Wordlist optimisation based on ruleset
#1
Hello all,

Am currently sitting on about 400GByte of unique lines worth of wordlists. I pretty much downloaded all I could find sorted and deduped them. And am finding passwords. Am pretty much only using them with the Dive & best64 rules set. But it most defiantly is not the most effective/fasted way of finding passwords. The main problem I see is that this list is filled with different versions of the same base word.

Example:

Code:
welkom
welkom01
welkom01!
Welkom

This is what rule sets are for. In my opinion. But I was wondering if any one has made a reverse ruleset engine? You input a wordlist and ruleset. And it spits out only base words that are required with rules to come to that password. I was thinking of building something like this myself but I only know python and perhaps something like this already exists.
Reply
#2
There has been some work in this space, but it's a challenging problem. And it's highly idiosyncratic in that the usefulness of any given wordlist and ruleset depends heavily on the nature of the passwords being attacked.

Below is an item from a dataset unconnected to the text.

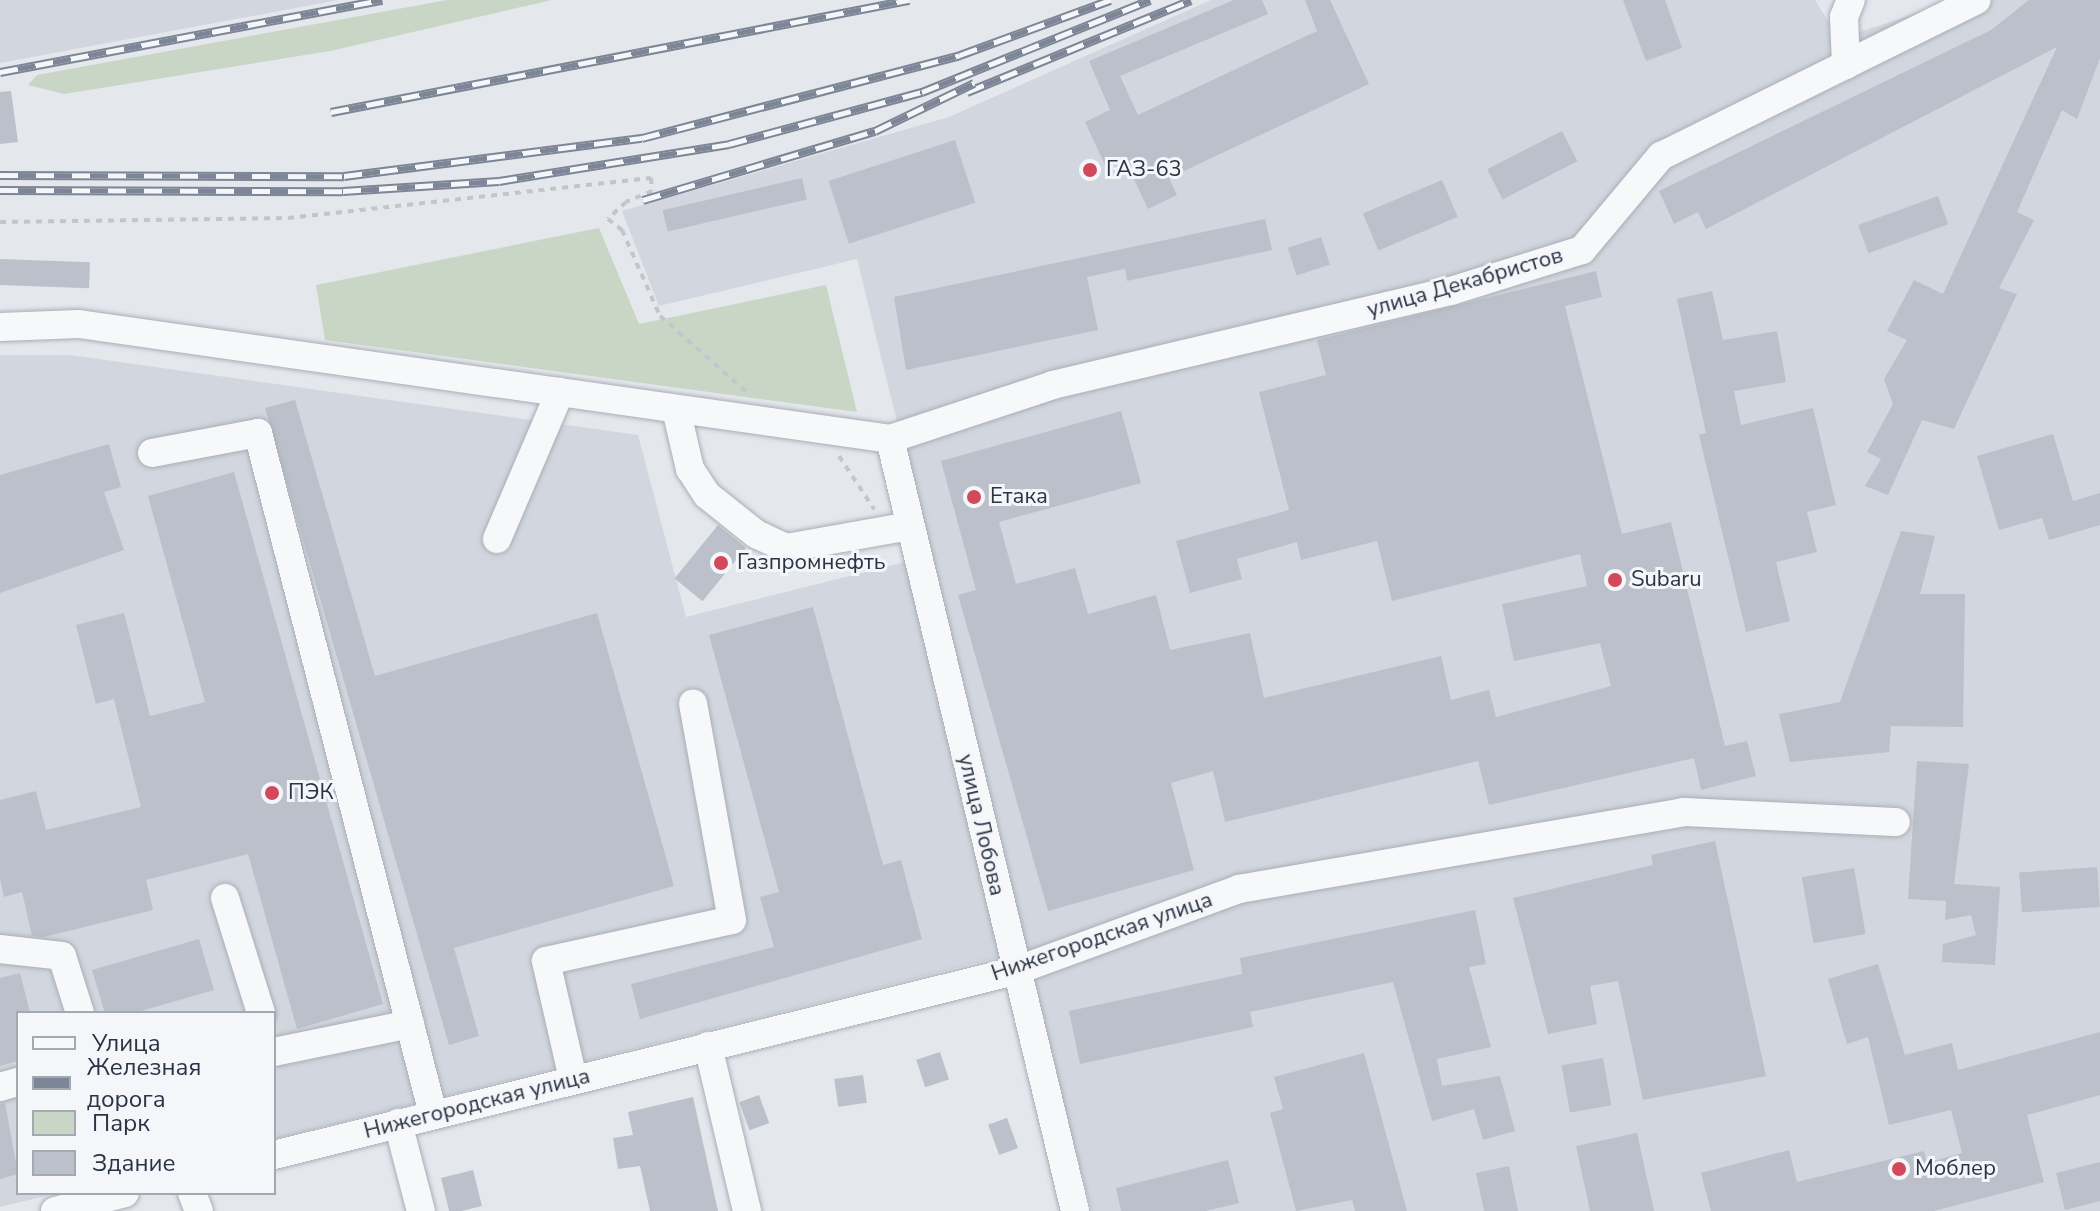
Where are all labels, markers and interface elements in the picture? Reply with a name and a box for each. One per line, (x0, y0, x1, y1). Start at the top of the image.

Generally, getting base words from passwords is sometimes called 'stemming' (a term borrowed from linguists). Some basic stemming can be done with rurapenthe's rurasort (https://github.com/bitcrackcyber/rurasort). IIRC Matt Weir (lakiw) has done work in this space as well.

Also, testing whether a given ruleset works well for a given wordlist and a given hashlist is an art in itself, and again depends heavily on the source and target material. hashcat's --debug-mode / --debug-file and --outfile* parameters are useful for this.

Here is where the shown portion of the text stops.